Misleading through Inconsistency: A Benchmark for Political Inconsistencies Detection

Published 25 May 2025 in cs.CL | (2505.19191v1)

Abstract: Inconsistent political statements represent a form of misinformation. They erode public trust and pose challenges to accountability, when left unnoticed. Detecting inconsistencies automatically could support journalists in asking clarification questions, thereby helping to keep politicians accountable. We propose the Inconsistency detection task and develop a scale of inconsistency types to prompt NLP-research in this direction. To provide a resource for detecting inconsistencies in a political domain, we present a dataset of 698 human-annotated pairs of political statements with explanations of the annotators' reasoning for 237 samples. The statements mainly come from voting assistant platforms such as Wahl-O-Mat in Germany and Smartvote in Switzerland, reflecting real-world political issues. We benchmark LLMs on our dataset and show that in general, they are as good as humans at detecting inconsistencies, and might be even better than individual humans at predicting the crowd-annotated ground-truth. However, when it comes to identifying fine-grained inconsistency types, none of the model have reached the upper bound of performance (due to natural labeling variation), thus leaving room for improvement. We make our dataset and code publicly available.
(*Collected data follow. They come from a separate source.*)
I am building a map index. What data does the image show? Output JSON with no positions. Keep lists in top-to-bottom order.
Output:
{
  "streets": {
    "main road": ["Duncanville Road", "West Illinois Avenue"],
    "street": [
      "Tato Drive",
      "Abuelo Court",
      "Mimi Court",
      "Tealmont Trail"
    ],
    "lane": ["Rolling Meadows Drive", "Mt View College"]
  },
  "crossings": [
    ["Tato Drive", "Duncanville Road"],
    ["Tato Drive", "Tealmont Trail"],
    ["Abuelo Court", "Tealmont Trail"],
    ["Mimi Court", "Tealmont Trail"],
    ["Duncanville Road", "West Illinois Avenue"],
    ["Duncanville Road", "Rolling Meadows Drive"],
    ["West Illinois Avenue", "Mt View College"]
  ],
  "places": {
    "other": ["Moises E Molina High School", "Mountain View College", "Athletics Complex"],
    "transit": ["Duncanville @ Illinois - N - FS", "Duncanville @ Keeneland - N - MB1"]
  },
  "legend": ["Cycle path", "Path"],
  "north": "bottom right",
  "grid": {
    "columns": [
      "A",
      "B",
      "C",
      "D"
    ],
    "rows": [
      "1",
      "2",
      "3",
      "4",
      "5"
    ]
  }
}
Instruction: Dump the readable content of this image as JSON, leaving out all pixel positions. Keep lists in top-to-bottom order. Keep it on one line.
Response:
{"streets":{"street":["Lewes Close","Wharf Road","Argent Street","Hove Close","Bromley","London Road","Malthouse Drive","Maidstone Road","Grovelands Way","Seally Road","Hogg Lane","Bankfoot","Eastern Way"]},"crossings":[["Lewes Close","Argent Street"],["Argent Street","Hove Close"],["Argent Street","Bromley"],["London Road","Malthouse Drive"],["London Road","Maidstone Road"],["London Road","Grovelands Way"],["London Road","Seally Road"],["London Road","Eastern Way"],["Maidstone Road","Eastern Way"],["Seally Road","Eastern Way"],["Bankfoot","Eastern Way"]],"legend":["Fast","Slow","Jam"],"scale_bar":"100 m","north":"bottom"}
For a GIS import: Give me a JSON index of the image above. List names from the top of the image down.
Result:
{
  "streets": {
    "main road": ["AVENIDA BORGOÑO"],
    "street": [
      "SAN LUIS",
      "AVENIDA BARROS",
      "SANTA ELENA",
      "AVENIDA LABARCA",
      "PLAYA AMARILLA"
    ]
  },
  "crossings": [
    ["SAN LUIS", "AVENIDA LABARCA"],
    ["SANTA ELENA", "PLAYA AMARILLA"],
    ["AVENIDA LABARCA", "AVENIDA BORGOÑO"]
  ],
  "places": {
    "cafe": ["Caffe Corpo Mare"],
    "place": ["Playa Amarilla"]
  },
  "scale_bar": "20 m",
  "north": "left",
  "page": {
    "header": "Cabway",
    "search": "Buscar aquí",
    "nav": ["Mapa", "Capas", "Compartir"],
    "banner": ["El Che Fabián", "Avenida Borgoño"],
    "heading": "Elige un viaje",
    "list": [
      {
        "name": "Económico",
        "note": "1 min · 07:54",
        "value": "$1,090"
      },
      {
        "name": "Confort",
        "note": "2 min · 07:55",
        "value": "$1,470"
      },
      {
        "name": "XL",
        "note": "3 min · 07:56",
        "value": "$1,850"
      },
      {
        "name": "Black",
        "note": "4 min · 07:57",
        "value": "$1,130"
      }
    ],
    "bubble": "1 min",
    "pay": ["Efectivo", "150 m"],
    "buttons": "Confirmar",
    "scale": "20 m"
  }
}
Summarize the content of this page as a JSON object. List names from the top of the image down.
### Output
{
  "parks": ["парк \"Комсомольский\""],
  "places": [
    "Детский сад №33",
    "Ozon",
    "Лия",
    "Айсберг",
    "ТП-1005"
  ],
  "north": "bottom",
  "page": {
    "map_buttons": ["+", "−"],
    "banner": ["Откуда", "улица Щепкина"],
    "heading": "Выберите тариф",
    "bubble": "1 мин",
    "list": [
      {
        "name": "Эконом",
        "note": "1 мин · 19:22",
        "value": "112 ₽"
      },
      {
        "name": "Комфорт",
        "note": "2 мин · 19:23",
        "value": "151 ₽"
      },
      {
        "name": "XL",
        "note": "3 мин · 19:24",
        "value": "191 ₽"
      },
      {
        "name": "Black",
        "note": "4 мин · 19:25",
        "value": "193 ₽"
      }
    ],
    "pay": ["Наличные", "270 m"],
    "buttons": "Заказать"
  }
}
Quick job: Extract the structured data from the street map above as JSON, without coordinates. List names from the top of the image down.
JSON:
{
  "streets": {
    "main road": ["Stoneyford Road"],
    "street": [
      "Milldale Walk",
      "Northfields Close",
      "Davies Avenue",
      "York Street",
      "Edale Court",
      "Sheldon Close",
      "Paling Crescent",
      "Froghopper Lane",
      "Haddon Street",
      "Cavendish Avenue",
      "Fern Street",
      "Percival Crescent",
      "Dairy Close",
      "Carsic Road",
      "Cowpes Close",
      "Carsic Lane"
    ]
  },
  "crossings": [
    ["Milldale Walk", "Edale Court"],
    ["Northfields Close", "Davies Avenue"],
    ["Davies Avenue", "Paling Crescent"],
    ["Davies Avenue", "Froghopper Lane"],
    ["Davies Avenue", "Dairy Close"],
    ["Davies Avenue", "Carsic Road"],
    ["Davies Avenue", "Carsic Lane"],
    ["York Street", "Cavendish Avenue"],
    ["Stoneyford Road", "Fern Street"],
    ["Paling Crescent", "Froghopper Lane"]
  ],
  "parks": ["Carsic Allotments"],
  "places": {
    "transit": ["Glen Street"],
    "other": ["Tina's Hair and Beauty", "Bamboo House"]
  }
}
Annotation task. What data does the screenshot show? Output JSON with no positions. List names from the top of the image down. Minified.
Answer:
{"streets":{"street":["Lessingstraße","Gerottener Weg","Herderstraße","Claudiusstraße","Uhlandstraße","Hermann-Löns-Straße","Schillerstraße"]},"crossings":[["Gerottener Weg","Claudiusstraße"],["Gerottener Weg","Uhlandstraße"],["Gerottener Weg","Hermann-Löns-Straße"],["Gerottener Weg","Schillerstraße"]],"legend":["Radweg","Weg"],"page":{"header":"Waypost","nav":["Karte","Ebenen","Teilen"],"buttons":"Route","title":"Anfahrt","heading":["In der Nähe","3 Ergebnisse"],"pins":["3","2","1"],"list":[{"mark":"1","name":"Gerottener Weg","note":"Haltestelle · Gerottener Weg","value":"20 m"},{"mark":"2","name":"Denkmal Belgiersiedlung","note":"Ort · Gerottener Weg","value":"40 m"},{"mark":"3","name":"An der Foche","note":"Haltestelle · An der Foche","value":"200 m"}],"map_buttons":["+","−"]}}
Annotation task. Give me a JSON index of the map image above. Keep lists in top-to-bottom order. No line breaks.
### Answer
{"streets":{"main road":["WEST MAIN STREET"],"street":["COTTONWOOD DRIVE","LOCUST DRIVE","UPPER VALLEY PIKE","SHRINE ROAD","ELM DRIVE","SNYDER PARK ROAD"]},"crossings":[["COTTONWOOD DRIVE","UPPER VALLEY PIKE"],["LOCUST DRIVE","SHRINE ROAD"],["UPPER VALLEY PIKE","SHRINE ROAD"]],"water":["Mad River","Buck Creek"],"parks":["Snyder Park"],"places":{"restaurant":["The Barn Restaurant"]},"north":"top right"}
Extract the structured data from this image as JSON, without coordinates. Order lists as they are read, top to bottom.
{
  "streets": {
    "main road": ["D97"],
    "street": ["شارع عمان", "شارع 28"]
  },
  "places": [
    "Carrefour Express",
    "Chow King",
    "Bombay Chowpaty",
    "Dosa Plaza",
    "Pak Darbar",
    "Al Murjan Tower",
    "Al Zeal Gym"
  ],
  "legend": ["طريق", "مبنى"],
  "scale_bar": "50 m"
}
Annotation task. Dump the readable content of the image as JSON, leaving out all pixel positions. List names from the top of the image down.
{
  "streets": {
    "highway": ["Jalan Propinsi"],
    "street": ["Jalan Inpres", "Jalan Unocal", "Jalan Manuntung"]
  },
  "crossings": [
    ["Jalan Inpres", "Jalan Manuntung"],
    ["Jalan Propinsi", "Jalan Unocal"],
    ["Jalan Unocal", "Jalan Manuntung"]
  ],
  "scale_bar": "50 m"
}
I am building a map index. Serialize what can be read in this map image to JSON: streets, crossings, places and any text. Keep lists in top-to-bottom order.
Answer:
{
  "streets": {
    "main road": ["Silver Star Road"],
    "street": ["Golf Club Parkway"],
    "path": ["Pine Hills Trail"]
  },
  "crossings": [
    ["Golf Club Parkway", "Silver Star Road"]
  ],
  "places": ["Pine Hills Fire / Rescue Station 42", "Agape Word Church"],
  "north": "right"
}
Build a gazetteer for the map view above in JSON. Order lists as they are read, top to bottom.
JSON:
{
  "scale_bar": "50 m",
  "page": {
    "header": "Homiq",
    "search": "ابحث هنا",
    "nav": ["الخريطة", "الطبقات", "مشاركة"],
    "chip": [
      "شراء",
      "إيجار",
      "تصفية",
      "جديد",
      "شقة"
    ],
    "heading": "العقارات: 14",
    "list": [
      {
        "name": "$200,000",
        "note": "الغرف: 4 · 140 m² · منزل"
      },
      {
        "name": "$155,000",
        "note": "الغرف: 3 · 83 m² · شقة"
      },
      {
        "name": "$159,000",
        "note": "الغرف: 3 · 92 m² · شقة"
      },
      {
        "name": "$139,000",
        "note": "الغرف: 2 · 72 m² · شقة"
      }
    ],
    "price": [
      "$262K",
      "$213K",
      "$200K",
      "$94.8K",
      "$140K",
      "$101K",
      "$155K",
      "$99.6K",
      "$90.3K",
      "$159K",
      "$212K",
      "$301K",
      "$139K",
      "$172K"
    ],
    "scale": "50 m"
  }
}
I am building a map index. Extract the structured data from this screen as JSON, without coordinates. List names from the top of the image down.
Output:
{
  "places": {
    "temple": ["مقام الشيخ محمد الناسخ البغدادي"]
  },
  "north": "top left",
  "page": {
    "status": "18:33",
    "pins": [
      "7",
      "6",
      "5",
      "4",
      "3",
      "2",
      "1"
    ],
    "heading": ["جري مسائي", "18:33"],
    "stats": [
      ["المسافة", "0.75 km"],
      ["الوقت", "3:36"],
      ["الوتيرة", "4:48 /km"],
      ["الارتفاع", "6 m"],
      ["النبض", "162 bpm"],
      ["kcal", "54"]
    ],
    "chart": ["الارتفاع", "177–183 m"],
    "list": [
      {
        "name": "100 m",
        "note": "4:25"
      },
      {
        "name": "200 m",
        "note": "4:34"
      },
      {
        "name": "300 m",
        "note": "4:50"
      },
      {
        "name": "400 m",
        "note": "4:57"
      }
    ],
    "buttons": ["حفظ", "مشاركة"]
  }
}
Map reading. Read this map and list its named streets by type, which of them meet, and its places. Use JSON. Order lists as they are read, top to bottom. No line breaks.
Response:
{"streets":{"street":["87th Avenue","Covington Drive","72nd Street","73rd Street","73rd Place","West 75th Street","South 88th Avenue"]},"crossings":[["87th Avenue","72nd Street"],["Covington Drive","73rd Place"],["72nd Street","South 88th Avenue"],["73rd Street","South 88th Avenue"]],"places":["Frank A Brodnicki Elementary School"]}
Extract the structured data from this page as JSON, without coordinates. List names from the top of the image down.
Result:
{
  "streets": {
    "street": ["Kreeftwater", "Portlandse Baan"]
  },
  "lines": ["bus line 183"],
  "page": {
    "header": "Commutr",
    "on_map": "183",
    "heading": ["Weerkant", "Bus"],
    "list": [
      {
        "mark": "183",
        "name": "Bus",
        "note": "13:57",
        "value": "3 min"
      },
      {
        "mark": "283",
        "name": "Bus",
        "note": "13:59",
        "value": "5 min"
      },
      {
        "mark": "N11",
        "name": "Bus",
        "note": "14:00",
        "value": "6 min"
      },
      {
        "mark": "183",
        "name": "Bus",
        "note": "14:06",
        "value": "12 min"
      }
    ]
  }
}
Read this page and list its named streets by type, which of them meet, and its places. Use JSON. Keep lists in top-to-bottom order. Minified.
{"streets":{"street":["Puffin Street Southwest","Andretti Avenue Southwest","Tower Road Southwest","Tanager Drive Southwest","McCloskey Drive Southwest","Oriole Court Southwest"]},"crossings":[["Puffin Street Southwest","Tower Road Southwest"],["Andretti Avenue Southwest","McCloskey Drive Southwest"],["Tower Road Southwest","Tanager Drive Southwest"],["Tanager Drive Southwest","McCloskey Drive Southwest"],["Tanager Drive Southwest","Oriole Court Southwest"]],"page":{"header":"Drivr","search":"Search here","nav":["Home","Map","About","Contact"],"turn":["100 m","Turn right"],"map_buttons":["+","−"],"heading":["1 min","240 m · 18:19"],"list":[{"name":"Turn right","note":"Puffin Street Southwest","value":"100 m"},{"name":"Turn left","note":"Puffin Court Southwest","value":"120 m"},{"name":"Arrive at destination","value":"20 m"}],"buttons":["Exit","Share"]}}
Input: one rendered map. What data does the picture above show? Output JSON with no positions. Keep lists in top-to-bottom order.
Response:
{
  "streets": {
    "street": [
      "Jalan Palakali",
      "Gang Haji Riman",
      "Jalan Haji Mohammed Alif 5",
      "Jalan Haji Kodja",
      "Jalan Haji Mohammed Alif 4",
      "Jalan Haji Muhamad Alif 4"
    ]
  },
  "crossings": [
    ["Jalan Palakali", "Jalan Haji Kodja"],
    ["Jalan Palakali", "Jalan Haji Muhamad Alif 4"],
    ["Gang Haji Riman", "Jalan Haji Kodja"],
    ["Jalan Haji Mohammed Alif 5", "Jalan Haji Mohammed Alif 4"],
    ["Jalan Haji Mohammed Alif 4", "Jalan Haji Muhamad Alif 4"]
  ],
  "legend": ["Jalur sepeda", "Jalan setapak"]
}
Abstract PDF Upgrade to Chat

Authors (3)

Summary

Overview of a Benchmark for Political Inconsistencies Detection

In the paper "Misleading through Inconsistency: A Benchmark for Political Inconsistencies Detection," the authors present a thorough examination of inconsistency detection within political discourse. Their work is pivotal in addressing how inconsistent political statements can undermine public trust and accountability. The paper proposes a novel inconsistency detection task and introduces a comprehensive scale for classifying inconsistency types, thus promoting new research directions in NLP.

Inconsistency Detection Task and Dataset

The paper delineates a task specifically tailored for detecting political inconsistencies, which extends beyond the traditional Natural Language Inference (NLI) concepts such as Entailment, Unrelated, or Contradiction. Recognizing such inconsistencies, particularly in a political domain, poses unique challenges that are not entirely covered by standard NLI frameworks.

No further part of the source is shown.